The expert recommendations to solve the problem include dissemination, educational and research strategies and, principally, to build-up clinical excellence of younger doctors. The cluster of professional and expert skills, at the individual and group level is focused to predictive medicine (nutritional and physical activity assessment) and a friendly imaging of the most common and also rare disease. The preventive actions will include interventions on nutrition-friendly schools (according to food and nutrition action plans in the European Region and to the nutrition policy database for the WHO European Region) aimed at preventing micronutrient deficiencies and at the childhood obesity surveillance, monitoring the progress of improvements in nutrition, physical activity and reduction of obesity. Timely information on the most likely associated conditions (fatty liver and thyroid disease) is possible if multi-expertise of the single medical doctor is available. Tailored, personalized medicine is possible if it is easily available a tailored and timely diagnosis and nutritional profile assessment. This will allow affordable strategies for a widespread appropriate medical prescribing of nutrition and lifestyle change, with friendly and sustainable monitoring strategies. The place of a behavioral health psychology approach is central in this strategy. The assessment of illness perception and the enhancement of motivation and self-efficacy, some of the psychological markers of compliance and likely success of prescriptions, are the necessary premises for reaching adherence to lifestyle changes [5658]. The role of the dietitian and of the physical activity counselor and instructor must share skills and competence of psychological feature: equally, medical doctors can obtain adequate compliance to medical prescription by appropriate approaches.



Implementation of widespread friendly and non-invasive diagnostic procedures will be effective and reasonably with a favorable cost-benefit ratio if a consistent and diffuse professional enhancement of skills in health psychology, nutritional and physical activity assessment and prescribing will be available.

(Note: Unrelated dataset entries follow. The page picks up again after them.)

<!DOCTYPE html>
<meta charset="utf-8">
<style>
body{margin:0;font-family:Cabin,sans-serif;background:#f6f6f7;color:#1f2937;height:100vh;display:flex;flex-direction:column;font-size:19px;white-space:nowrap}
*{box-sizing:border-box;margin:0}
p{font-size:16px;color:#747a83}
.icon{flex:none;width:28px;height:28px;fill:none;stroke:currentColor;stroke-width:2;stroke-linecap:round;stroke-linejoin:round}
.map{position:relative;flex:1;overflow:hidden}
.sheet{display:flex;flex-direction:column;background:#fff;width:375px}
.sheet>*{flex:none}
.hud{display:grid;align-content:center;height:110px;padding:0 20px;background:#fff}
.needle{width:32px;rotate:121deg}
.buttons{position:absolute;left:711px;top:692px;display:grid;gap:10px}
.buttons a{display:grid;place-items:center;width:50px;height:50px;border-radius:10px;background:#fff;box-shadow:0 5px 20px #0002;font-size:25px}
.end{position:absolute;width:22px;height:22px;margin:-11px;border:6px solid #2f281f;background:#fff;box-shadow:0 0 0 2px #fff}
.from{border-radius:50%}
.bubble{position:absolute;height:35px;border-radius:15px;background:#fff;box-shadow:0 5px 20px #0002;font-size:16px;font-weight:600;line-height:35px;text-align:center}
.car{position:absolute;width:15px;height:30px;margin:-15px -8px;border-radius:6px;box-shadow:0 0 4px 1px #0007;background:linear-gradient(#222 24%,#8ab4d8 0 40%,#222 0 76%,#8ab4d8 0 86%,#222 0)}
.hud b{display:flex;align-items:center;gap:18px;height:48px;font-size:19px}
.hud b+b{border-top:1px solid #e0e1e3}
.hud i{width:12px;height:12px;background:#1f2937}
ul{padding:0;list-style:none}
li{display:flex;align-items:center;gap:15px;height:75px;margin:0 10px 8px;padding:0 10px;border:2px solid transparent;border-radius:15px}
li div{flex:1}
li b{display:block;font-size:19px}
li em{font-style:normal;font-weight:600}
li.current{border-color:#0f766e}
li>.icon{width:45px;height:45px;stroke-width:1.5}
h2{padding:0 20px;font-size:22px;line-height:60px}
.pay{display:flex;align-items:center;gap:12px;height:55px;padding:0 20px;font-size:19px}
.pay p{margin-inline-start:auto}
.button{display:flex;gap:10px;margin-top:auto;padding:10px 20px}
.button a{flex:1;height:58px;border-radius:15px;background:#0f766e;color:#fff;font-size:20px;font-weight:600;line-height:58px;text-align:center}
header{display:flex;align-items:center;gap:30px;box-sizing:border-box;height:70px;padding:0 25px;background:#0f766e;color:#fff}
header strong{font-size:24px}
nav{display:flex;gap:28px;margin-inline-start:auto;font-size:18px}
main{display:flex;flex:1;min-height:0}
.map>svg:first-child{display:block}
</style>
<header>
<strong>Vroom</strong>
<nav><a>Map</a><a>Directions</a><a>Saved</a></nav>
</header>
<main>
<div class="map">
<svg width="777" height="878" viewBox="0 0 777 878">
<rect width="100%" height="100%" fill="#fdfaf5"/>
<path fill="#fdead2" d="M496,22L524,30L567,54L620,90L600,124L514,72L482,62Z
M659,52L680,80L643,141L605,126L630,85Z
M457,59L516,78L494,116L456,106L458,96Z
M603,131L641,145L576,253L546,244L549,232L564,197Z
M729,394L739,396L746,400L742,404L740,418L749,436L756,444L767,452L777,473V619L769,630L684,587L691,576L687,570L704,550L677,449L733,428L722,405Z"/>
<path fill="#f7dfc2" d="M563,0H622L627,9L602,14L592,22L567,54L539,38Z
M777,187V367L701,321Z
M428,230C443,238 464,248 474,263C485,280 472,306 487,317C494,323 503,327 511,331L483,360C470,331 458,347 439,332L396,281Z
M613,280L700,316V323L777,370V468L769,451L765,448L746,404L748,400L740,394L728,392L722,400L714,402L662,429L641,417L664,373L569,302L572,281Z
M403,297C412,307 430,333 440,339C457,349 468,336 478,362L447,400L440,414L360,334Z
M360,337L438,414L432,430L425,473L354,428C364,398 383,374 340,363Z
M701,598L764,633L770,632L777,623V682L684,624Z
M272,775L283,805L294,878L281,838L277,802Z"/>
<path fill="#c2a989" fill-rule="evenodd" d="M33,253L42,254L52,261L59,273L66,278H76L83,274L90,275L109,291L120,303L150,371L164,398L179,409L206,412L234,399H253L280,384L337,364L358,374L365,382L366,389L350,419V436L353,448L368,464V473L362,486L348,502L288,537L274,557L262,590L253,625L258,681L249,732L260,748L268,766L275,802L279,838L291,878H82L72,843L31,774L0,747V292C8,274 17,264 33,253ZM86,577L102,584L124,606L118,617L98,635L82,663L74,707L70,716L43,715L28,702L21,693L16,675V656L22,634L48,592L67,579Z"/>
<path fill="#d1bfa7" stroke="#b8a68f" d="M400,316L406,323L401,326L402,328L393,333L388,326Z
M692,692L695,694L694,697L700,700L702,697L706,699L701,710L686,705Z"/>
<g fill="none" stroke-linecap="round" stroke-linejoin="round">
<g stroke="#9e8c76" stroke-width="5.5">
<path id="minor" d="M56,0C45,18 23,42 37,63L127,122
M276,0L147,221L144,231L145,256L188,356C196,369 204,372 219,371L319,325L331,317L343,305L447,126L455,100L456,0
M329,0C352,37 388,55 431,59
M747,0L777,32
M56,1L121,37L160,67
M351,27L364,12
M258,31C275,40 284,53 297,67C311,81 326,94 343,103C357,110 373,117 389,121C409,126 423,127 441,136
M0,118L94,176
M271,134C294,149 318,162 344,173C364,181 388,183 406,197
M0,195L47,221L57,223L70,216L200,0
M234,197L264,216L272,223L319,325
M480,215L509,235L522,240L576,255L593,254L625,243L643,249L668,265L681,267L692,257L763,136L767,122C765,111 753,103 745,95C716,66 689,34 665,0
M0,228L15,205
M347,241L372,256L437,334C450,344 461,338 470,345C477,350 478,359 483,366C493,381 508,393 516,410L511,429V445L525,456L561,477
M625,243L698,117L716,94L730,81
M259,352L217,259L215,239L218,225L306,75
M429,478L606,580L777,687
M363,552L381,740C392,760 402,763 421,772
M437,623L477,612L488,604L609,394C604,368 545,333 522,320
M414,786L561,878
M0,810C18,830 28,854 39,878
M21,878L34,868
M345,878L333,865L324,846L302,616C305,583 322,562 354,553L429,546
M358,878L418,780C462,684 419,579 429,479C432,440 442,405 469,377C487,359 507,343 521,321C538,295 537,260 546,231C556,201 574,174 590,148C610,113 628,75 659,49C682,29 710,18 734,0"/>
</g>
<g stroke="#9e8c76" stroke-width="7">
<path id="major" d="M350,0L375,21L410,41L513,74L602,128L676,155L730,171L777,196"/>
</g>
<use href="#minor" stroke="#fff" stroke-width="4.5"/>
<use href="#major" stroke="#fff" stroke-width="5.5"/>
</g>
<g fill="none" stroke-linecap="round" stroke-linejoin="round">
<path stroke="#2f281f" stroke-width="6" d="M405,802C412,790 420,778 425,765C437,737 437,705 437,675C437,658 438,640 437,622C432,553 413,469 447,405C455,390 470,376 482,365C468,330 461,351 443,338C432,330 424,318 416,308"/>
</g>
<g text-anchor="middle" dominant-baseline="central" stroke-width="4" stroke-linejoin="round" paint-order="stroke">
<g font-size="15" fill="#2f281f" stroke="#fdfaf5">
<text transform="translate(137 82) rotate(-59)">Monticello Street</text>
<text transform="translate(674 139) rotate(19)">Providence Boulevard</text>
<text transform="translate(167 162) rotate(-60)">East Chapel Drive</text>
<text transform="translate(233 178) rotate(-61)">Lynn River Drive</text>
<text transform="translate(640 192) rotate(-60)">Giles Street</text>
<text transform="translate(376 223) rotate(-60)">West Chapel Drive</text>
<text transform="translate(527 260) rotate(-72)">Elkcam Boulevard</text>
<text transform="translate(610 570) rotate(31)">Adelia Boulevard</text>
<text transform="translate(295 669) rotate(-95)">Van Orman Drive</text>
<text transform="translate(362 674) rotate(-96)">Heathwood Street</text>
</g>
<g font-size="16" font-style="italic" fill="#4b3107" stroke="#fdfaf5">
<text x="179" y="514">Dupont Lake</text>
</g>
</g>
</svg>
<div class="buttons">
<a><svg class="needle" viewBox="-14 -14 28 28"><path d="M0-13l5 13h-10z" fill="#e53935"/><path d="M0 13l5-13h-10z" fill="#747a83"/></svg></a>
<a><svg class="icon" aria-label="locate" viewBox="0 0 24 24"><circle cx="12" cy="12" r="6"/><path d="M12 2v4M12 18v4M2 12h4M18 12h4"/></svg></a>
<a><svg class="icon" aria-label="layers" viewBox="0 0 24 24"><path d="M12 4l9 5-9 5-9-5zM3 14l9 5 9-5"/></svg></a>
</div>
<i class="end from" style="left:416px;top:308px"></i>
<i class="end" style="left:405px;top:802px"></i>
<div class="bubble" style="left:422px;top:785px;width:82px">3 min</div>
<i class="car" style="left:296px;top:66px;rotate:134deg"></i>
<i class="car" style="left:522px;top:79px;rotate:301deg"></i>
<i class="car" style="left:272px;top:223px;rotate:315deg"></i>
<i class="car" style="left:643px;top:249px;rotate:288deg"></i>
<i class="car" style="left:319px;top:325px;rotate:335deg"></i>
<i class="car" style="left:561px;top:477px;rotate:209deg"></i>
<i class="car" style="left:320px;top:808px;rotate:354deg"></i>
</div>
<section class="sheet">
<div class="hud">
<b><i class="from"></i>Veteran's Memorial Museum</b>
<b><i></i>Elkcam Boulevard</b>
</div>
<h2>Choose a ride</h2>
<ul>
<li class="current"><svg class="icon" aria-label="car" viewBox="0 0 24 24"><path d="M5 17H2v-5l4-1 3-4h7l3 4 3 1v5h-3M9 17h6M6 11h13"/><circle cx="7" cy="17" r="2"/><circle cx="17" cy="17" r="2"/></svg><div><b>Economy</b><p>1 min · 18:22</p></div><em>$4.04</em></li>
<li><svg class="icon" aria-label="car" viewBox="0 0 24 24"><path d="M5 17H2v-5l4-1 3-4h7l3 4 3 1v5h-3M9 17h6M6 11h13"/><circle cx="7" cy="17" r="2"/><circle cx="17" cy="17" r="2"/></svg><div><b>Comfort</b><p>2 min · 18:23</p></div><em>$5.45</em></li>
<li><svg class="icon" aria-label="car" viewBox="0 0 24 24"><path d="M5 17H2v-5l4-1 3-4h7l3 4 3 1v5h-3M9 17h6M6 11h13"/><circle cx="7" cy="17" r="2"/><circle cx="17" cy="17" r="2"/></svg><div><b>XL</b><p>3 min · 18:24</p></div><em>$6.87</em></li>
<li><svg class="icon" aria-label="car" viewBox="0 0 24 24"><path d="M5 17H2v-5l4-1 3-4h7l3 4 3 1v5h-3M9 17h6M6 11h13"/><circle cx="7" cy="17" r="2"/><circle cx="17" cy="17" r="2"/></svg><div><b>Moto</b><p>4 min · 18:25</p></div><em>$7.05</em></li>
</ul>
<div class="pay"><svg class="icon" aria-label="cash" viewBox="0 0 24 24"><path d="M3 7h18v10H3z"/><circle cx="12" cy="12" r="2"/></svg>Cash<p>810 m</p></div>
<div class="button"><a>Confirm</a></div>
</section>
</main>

A reference paradigm of a PPPM approach is possible inside a cultural framework of competences and skills in which the Medical Doctors can personally manage the need of prediction (early diagnosis), prevention (intervention on healthy persons) and tailored therapy and follow-up for patients. Overall this profile, flexible and adjustable according to specific needs and preferences due to different economic and ethno-cultural milieus, can be warranted as an operative paradigm.


Knowledge and skills in health psychology, nutritional and physical activity assessment and prescribing can be enhanced through appropriate funding of Continuous Medical Education (CME), also by professionally targeted e-learning. Professional post-graduate training and facilitation for purchasing friendly and affordable equipment facilities, mostly along a professionally driven expertise in US non-invasive procedures, is the other fundamental tool for enhancing an effective bedside PPPM.